*YOUR ASSIGNMENT*.
In the material below, find every line with "fillStyle" and pull it out.

*WORKING DATA*.

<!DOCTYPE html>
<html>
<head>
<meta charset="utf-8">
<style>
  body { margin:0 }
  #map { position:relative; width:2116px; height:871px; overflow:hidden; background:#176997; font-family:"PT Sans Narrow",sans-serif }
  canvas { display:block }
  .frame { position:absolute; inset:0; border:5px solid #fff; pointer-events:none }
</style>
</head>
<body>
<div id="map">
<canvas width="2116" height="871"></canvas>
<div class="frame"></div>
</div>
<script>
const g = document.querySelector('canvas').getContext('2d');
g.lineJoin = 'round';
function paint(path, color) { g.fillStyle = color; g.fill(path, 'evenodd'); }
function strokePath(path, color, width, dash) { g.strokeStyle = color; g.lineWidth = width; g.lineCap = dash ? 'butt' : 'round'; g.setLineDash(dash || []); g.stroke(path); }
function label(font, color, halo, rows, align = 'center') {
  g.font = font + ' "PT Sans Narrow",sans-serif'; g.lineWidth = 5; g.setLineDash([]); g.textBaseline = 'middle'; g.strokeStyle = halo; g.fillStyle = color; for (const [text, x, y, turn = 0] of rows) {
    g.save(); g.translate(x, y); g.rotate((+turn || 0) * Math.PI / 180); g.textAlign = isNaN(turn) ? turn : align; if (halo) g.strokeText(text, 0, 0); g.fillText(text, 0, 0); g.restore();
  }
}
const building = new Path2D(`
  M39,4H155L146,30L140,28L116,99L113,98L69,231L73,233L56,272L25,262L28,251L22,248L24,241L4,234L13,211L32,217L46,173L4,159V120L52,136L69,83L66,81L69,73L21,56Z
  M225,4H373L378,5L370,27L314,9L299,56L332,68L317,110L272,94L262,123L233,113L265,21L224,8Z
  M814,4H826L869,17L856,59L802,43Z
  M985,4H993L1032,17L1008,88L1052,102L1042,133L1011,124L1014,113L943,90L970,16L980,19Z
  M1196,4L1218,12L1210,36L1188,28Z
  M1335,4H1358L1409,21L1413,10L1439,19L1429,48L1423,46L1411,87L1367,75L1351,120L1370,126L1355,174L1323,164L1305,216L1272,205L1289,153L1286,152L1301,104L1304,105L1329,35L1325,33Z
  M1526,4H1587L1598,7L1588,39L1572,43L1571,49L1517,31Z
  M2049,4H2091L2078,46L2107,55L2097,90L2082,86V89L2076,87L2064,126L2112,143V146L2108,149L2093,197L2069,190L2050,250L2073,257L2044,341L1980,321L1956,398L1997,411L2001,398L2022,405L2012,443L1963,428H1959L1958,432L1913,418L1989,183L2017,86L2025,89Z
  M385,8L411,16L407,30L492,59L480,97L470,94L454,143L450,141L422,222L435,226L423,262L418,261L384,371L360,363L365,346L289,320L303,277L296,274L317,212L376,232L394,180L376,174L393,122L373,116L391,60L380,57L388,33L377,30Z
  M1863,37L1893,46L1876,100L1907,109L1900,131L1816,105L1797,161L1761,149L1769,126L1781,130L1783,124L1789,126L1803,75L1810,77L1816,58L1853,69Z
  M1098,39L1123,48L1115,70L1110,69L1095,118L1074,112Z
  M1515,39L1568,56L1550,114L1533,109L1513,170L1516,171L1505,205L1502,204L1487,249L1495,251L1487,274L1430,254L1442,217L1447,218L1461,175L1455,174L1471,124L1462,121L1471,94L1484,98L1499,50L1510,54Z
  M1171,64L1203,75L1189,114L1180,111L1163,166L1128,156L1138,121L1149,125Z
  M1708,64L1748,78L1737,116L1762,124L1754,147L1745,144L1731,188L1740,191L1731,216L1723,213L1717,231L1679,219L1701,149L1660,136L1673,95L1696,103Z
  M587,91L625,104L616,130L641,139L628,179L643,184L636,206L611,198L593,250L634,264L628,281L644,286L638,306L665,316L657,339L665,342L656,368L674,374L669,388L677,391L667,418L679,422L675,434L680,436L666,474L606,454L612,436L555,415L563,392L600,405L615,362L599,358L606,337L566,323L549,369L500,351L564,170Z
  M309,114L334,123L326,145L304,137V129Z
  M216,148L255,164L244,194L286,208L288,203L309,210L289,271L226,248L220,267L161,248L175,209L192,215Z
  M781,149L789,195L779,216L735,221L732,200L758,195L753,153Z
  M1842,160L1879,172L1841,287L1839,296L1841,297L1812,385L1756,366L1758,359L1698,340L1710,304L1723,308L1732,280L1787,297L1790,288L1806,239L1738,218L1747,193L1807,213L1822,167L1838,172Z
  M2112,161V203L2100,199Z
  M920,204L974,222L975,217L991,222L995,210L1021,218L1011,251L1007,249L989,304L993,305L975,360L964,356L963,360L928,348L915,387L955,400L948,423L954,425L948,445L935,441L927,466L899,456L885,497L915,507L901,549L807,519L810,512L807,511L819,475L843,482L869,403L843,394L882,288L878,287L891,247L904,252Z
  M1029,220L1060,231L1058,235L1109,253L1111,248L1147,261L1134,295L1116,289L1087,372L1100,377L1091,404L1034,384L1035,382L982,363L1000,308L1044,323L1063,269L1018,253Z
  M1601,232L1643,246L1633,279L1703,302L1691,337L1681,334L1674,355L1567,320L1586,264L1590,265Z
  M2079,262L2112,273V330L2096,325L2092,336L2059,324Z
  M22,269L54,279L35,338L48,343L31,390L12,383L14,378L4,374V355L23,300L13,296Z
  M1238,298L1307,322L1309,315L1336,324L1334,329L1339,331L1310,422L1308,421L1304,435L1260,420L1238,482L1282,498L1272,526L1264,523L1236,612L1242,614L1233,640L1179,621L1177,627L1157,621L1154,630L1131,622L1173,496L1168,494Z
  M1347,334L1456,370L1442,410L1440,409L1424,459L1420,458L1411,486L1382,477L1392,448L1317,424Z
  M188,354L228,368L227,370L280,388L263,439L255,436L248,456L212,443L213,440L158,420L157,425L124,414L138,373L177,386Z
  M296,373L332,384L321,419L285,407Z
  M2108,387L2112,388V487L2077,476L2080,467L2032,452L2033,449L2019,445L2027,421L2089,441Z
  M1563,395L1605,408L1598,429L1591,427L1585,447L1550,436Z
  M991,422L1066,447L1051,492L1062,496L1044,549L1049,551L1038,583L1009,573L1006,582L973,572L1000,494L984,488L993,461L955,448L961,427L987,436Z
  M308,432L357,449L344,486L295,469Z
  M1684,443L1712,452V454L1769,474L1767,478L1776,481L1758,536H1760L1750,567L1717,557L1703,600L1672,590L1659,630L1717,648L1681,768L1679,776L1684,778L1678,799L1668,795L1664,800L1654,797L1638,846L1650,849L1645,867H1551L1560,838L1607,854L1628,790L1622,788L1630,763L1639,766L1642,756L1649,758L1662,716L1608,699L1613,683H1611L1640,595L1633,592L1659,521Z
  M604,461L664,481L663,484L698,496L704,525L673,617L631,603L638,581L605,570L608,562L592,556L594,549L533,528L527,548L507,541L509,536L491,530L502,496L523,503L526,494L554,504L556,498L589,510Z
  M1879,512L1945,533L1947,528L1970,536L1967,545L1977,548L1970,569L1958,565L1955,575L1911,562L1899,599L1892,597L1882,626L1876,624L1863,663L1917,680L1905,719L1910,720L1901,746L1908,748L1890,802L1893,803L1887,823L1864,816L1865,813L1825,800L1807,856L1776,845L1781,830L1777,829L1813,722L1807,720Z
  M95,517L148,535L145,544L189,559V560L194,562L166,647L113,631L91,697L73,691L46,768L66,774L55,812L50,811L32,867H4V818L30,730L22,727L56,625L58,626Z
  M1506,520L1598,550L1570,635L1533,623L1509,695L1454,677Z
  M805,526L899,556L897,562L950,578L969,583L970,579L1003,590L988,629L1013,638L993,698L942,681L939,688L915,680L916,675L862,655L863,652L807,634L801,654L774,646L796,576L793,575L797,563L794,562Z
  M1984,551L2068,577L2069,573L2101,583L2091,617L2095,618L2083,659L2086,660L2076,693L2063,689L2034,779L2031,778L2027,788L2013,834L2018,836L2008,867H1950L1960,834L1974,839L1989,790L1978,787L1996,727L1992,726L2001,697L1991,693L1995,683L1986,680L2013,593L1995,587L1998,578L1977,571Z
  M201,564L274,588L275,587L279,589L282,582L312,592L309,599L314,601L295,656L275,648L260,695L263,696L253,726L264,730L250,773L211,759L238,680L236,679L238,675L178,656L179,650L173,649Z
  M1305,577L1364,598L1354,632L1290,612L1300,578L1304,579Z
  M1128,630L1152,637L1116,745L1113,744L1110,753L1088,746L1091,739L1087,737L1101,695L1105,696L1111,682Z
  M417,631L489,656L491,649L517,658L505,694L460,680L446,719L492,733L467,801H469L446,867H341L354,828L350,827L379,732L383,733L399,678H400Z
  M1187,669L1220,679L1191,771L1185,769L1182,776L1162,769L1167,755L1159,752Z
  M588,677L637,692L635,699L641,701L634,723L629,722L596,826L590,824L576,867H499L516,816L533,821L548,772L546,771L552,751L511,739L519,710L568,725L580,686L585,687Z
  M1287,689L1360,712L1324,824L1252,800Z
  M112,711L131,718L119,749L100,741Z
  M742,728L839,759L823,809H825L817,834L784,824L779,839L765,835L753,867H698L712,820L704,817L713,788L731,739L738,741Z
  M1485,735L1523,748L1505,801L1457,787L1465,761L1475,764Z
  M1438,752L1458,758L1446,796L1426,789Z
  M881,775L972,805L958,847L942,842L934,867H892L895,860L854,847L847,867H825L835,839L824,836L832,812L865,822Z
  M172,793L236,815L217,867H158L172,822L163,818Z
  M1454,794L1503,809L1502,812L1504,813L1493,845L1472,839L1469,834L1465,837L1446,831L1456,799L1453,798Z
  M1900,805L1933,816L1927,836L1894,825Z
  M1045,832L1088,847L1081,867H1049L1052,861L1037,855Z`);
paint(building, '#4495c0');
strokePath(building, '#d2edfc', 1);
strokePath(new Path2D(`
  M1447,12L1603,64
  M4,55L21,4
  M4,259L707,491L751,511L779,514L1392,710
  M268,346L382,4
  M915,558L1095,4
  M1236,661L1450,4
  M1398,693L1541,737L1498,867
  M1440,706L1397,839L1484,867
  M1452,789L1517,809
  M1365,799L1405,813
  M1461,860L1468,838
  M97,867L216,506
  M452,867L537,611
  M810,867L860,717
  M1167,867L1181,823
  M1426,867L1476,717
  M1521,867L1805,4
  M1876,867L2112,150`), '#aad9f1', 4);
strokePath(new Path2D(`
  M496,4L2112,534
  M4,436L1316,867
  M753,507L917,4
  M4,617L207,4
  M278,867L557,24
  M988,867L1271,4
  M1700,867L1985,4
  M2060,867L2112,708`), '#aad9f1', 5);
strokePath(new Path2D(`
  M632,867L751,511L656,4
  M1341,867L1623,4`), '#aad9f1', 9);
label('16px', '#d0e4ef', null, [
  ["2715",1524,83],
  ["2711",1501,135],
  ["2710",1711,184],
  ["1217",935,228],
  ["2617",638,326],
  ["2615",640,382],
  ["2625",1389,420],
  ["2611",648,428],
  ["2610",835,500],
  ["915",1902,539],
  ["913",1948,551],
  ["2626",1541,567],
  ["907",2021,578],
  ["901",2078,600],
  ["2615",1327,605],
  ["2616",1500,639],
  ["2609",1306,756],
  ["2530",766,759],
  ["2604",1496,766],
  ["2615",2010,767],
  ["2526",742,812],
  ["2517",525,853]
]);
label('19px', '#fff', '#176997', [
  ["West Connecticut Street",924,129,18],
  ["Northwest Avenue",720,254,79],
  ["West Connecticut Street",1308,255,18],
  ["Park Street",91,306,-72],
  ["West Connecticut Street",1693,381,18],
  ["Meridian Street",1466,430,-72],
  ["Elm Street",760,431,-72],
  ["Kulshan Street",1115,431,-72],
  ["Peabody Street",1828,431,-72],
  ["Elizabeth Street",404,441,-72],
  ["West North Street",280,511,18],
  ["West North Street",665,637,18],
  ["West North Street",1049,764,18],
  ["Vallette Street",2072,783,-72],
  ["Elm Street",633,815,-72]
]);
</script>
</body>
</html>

*RESPONSE*.
function paint(path, color) { g.fillStyle = color; g.fill(path, 'evenodd'); }
  g.font = font + ' "PT Sans Narrow",sans-serif'; g.lineWidth = 5; g.setLineDash([]); g.textBaseline = 'middle'; g.strokeStyle = halo; g.fillStyle = color; for (const [text, x, y, turn = 0] of rows) {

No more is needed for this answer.